El 14 de mayo de 1769, Serra fundó San Fernando de Velicatá, su primera misión en la tierra prometida. Por entonces vivían en el actual territorio de California unos 310.000 indios que hablaban un centenar de lenguas y habitaban pequeñas aldeas de entre 75 y 250 individuos, que vivían en constante nomadismo.

Según Hackel, gestionaban con tanta inteligencia sus recursos que tenían una dieta rica y variada con relativamente poco trabajo y organización comunal. Serra, en cambio, quería que cultivaran trigo, maíz y cebada, una propuesta que no convenció a los Kumeyaay, que prendieron fuego a la misión de San Diego.

Al final, las propias autoridades coloniales se convencieron de que las misiones eran un vestigio anacrónico. En 1777, Felipe de Neve, gobernador de las Californias, escribió al virrey Bucareli de Ursúa que las misiones mantenían a los indios en un estado de servidumbre que les impedía integrarse en la sociedad y se quejaba de que los misioneros no reconocían ninguna autoridad por encima de la suya.

En agosto de 1778, Neve comunicó a Serra que ya no habría misiones sino doctrinas en Alta California, es decir, parroquias bajo la jurisdicción de un obispo. Fue el canto del cisne. Con cada año que pasaba, el papel de Serra se hacía más irrelevante. Cuando murió en agosto de 1784, las misiones languidecían por las epidemias que recurrentemente las asolaban.

En 1855, tras la fiebre del oro, apenas quedaban 50.000 de los 310.000 indios que vivían en California en 1769. Tras el derribo de la estatua angelina de Serra, Hackel comentó a Los Angeles Times que la insensibilidad de los misioneros hacia la cultura nativa aconsejaba retirarlas todas.

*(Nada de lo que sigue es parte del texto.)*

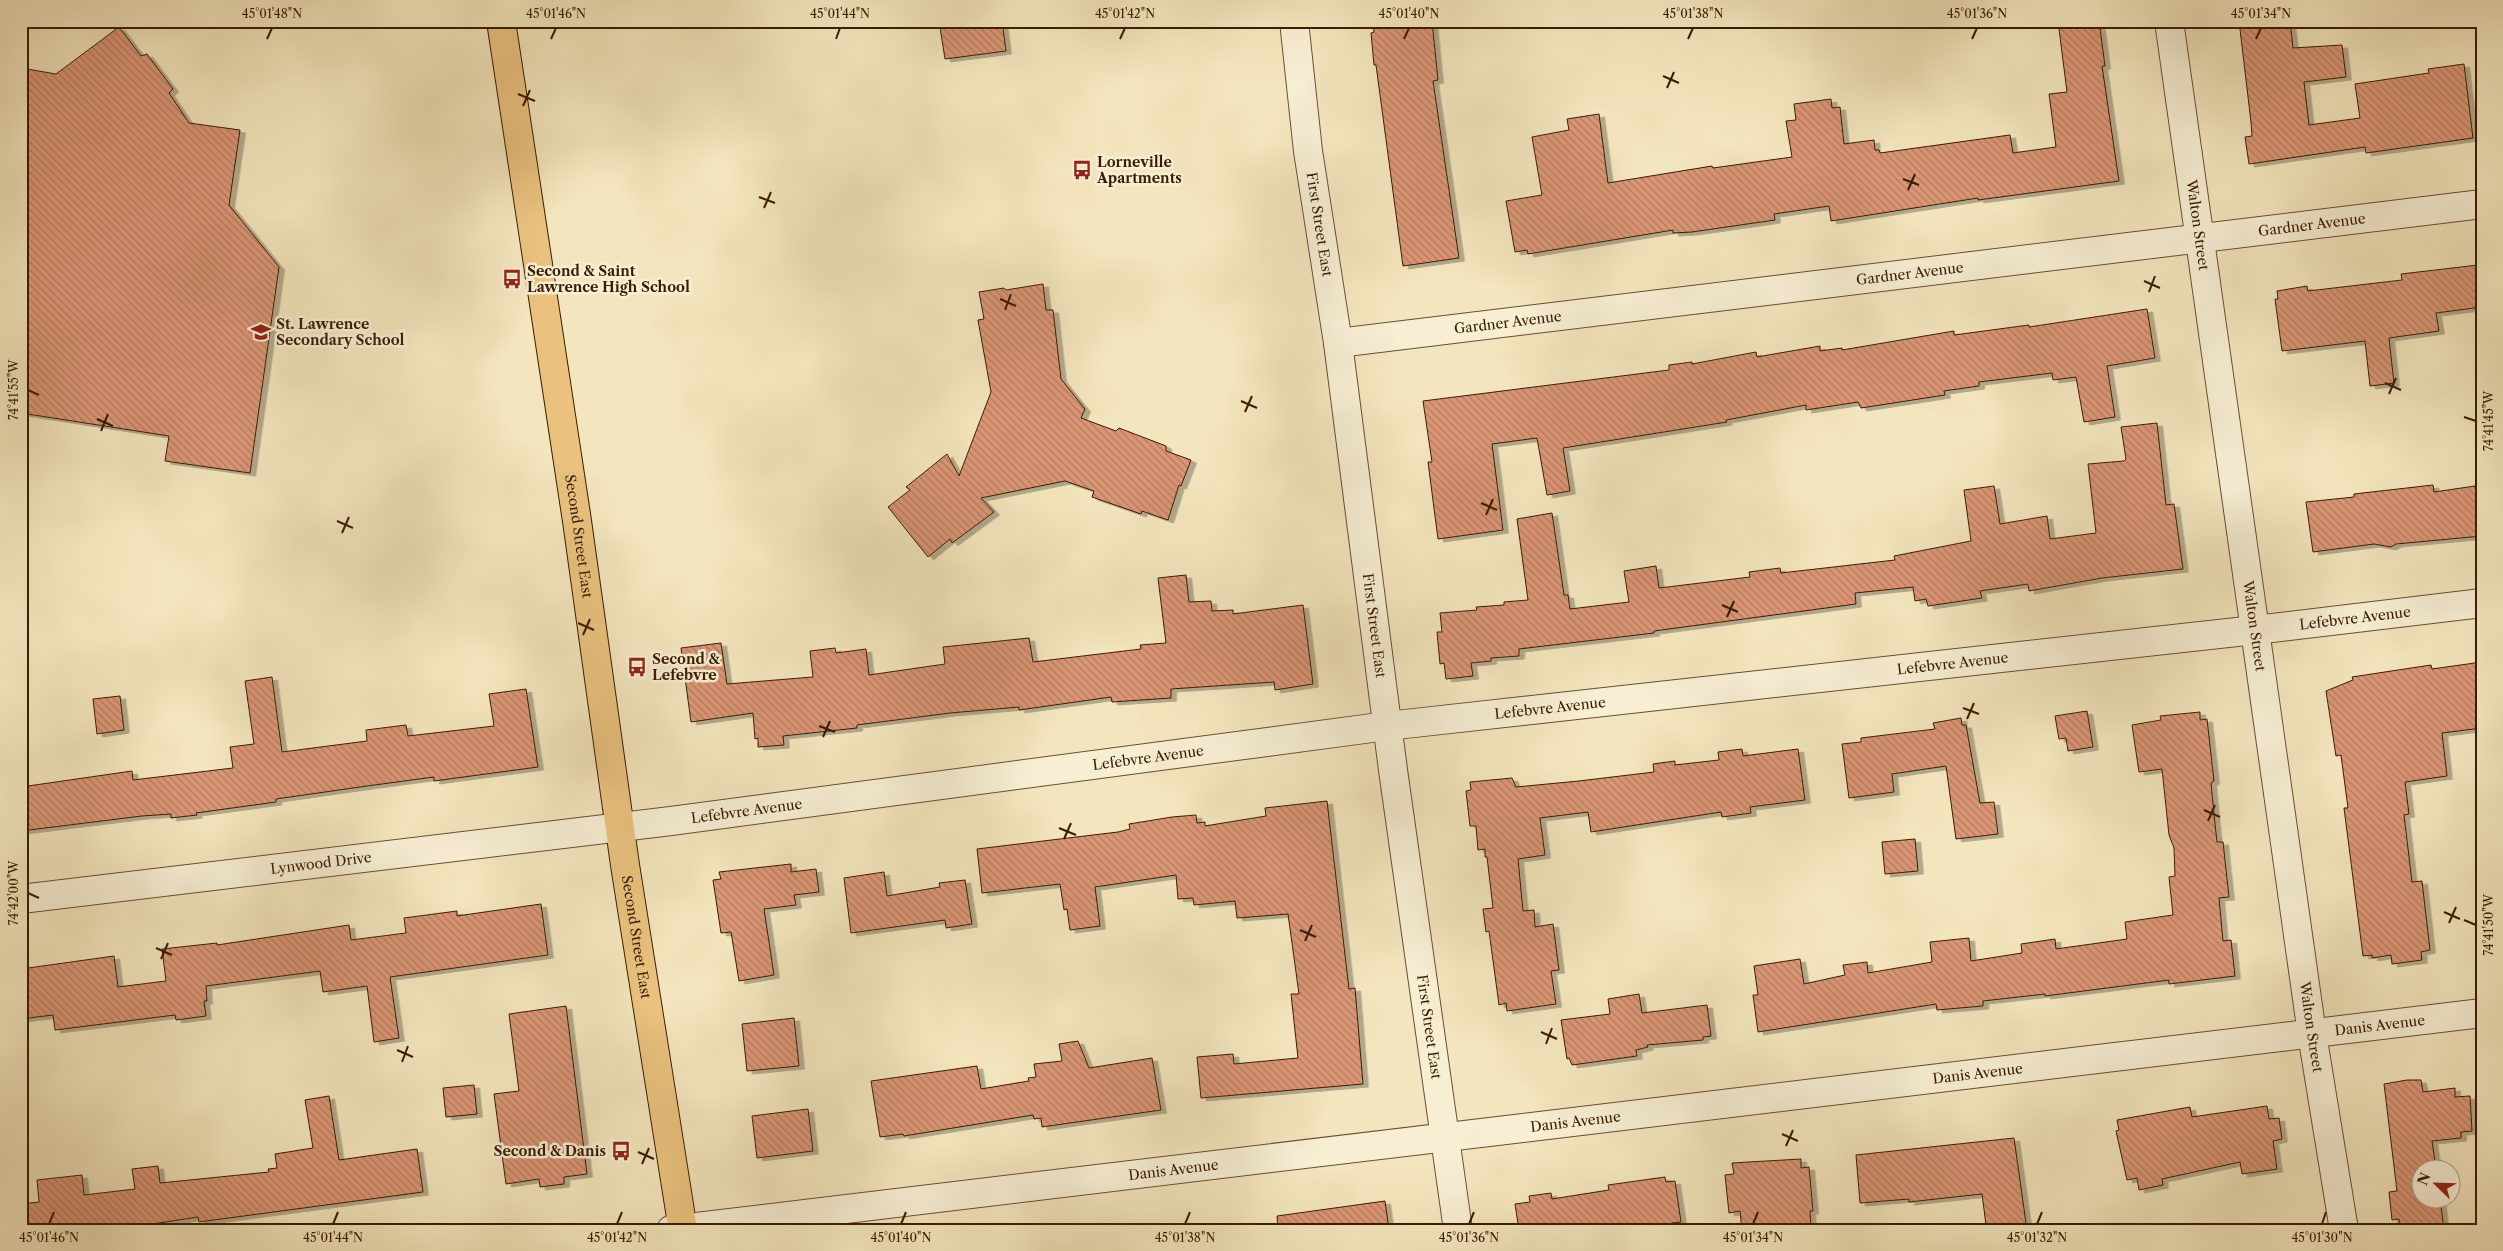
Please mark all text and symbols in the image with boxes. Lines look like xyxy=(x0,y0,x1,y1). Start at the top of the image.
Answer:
text: 45°01'48"N xyxy=(242,6,302,21)
text: 45°01'46"N xyxy=(526,6,586,21)
text: 45°01'44"N xyxy=(810,6,870,21)
text: 45°01'42"N xyxy=(1095,6,1155,21)
text: 45°01'40"N xyxy=(1379,6,1440,21)
text: 45°01'38"N xyxy=(1663,6,1723,21)
text: 45°01'36"N xyxy=(1947,6,2007,21)
text: 45°01'34"N xyxy=(2231,6,2291,21)
place label: Lorneville Apartments xyxy=(1096,153,1182,187)
bus stop icon: Lorneville Apartments xyxy=(1071,159,1093,181)
street label: First Street East xyxy=(1302,171,1336,278)
street label: Walton Street xyxy=(2182,177,2213,272)
street label: Gardner Avenue xyxy=(2257,209,2367,240)
street label: Gardner Avenue xyxy=(1855,258,1965,289)
place label: Second & Saint Lawrence High School xyxy=(527,262,690,296)
bus stop icon: Second & Saint Lawrence High School xyxy=(501,268,523,290)
street label: Gardner Avenue xyxy=(1453,307,1563,338)
place label: St. Lawrence Secondary School xyxy=(276,315,405,349)
school or university icon: St. Lawrence Secondary School xyxy=(250,321,272,343)
text: 74°41'55"W xyxy=(6,359,21,420)
text: 74°41'45"W xyxy=(2481,390,2496,451)
street label: Second Street East xyxy=(561,473,597,599)
street label: First Street East xyxy=(1359,572,1390,679)
street label: Walton Street xyxy=(2239,578,2270,673)
street label: Lefebvre Avenue xyxy=(2298,603,2412,634)
street label: Lefebvre Avenue xyxy=(1896,648,2009,679)
place label: Second & Lefebvre xyxy=(652,650,720,684)
bus stop icon: Second & Lefebvre xyxy=(626,656,648,678)
street label: Lefebvre Avenue xyxy=(1493,693,1607,723)
street label: Lefebvre Avenue xyxy=(1091,741,1205,774)
street label: Lefebvre Avenue xyxy=(690,795,803,827)
street label: Lynwood Drive xyxy=(269,848,373,878)
text: 74°42'00"W xyxy=(6,860,21,925)
street label: Second Street East xyxy=(618,874,655,1000)
text: 74°41'50"W xyxy=(2481,893,2496,956)
street label: First Street East xyxy=(1413,973,1446,1080)
street label: Walton Street xyxy=(2296,980,2327,1074)
street label: Danis Avenue xyxy=(2334,1011,2426,1040)
street label: Danis Avenue xyxy=(1931,1059,2024,1088)
street label: Danis Avenue xyxy=(1529,1107,1622,1136)
bus stop icon: Second & Danis xyxy=(610,1140,632,1162)
place label: Second & Danis xyxy=(493,1142,606,1160)
street label: Danis Avenue xyxy=(1127,1155,1220,1184)
north arrow xyxy=(2410,1158,2460,1208)
text: N xyxy=(2413,1170,2435,1188)
text: 45°01'46"N xyxy=(19,1230,79,1245)
text: 45°01'44"N xyxy=(303,1230,363,1245)
text: 45°01'42"N xyxy=(587,1230,647,1245)
text: 45°01'40"N xyxy=(871,1230,932,1245)
text: 45°01'38"N xyxy=(1155,1230,1215,1245)
text: 45°01'36"N xyxy=(1439,1230,1499,1245)
text: 45°01'34"N xyxy=(1723,1230,1783,1245)
text: 45°01'32"N xyxy=(2007,1230,2067,1245)
text: 45°01'30"N xyxy=(2291,1230,2353,1245)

Al fin y al cabo, escribe en el epílogo del libro, Serra vivió una vida opuesta a todo lo que representa hoy California: diversidad, hedonismo, culto a la belleza del cuerpo y progreso tecnológico.

 

El ejemplo de Camões

El sociólogo portugués Boaventura de Sousa Santos cuenta que en 2002, cuando trabajaba en Mozambique, se enteró de que en Isla, en el norte del país, había desde tiempos coloniales una estatua de Luís de Camões (1524-1580), autor de Os Lusíadas, el poema épico más famoso de la literatura lusa.

Tras la independencia en 1975, el gobierno local retiró el busto y lo guardó en los depósitos de la Capitanía. Entretanto, dejó de llover durante años en Isla. Su consejo de ancianos, chamanes y sabios realizó sus rituales y concluyó que la sequía quizá se debía a la retirada prematura de la efigie y que no perdían nada si la reponían. Y como volvió a llover, Camões sigue todavía ahí, mirando la inmensidad del Océano Índico y llenando las cisternas.